As my regular readers may remember, about a year ago I was in Arlington, TX in order to review Cotton Patch Gospel for the Repertory Company Theatre when a series of unfortunate circumstances exploded that attempt.  If you need a refresher or just need to read the story for the first time, click here.  A few months ago I found that the show would be playing in the much, much closer venue of Springfield, IL at the Hoogland Center for the Arts.  I got in touch with their executive and artistic director, Gus Gordon, and arranged a media ticket to review the show and looked forward to a trip to Illinois’ capital city in early March.

My journey did not start with the normal sense of joy that I usually have with these road trips.  Part of it was just general antsyness about wanting to get to Illinois.  The other part was my irritation at being unceremoniously turned away from an event I was asked to be part of on the previous night.

A rest stop in Hannibal, MO served to restore much of my good humor.  After lunching at Wendy’s, I found myself in a decidedly better frame of mind and the rest of the drive felt like my normal road experiences.

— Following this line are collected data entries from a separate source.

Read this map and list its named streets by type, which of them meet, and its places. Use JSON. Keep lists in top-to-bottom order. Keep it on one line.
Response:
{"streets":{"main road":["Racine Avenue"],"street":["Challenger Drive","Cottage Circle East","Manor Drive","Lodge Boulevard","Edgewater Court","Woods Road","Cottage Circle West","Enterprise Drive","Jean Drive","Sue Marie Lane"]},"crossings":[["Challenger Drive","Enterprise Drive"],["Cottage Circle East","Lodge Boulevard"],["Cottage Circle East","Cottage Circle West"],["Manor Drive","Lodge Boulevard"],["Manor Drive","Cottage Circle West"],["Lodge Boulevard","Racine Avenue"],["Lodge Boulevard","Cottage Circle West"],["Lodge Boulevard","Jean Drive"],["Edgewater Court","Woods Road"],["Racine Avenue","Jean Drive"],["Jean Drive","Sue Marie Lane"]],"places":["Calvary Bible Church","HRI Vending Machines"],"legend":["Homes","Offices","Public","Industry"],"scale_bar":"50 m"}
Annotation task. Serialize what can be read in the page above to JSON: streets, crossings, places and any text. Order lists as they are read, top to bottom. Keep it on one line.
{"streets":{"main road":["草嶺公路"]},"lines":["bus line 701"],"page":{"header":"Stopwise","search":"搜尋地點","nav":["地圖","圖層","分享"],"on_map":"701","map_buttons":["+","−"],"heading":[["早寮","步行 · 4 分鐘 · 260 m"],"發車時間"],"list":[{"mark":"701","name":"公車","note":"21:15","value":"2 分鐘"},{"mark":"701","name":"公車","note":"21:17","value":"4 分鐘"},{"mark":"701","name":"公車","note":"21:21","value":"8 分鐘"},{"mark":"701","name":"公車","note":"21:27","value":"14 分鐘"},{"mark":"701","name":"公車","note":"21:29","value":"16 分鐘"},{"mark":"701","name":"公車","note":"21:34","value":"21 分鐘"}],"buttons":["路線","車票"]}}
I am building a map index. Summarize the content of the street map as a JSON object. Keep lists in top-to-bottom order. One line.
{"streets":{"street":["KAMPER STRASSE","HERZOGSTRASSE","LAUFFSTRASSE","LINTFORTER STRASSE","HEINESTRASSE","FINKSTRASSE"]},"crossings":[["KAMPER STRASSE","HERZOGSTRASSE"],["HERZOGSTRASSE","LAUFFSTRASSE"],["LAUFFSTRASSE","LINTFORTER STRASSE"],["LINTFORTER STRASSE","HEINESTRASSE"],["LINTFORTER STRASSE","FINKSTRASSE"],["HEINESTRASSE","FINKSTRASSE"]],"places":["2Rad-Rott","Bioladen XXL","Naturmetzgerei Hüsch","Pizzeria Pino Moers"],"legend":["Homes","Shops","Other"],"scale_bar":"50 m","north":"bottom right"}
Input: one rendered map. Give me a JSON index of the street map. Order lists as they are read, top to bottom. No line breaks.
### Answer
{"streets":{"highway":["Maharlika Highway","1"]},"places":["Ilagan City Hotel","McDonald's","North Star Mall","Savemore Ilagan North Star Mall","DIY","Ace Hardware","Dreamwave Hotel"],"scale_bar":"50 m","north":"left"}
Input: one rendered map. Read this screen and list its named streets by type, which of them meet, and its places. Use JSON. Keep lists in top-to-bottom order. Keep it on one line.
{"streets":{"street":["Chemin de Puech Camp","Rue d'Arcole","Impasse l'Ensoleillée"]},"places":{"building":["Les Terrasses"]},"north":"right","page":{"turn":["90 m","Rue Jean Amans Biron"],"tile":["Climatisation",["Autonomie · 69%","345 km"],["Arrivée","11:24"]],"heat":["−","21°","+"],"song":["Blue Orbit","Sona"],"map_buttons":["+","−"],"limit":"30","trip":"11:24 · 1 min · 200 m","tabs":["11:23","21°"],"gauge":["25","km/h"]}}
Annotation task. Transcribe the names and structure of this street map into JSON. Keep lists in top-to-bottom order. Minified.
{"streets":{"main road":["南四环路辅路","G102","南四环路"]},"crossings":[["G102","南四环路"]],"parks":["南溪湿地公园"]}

A few hours later, I found myself in Petersburg (about 20 miles outside of Springfield) and my home away from home:  Branson House Bed & Breakfast, owned and operated by Norma and John Stiltz.  John also happens to be the mayor of Petersburg.

Branson House is an Eastlake Victorian home built in 1876 by Nathaniel Branson for his wife, Frances.  The house boasts 7 marble fireplaces and, believe it or not, an elevator.  When I rang the doorbell, I was greeted by Norma who gave me the nickel tour of the home before leading me to Uncle Billy’s Retreat, my room for the next few nights.  And, yes, of course I used the elevator.  It would have been impolite not to have used it.

Uncle Billy’s Retreat was a most comfortable room, indeed.  It boasted a large iron framed king bed with an electric fireplace, sitting chair & footstool, and a day bed in the corner.  After doing my usual reconnaissance, I relaxed for a bit before heading over to Springfield to get some dinner and locate the Hoogland.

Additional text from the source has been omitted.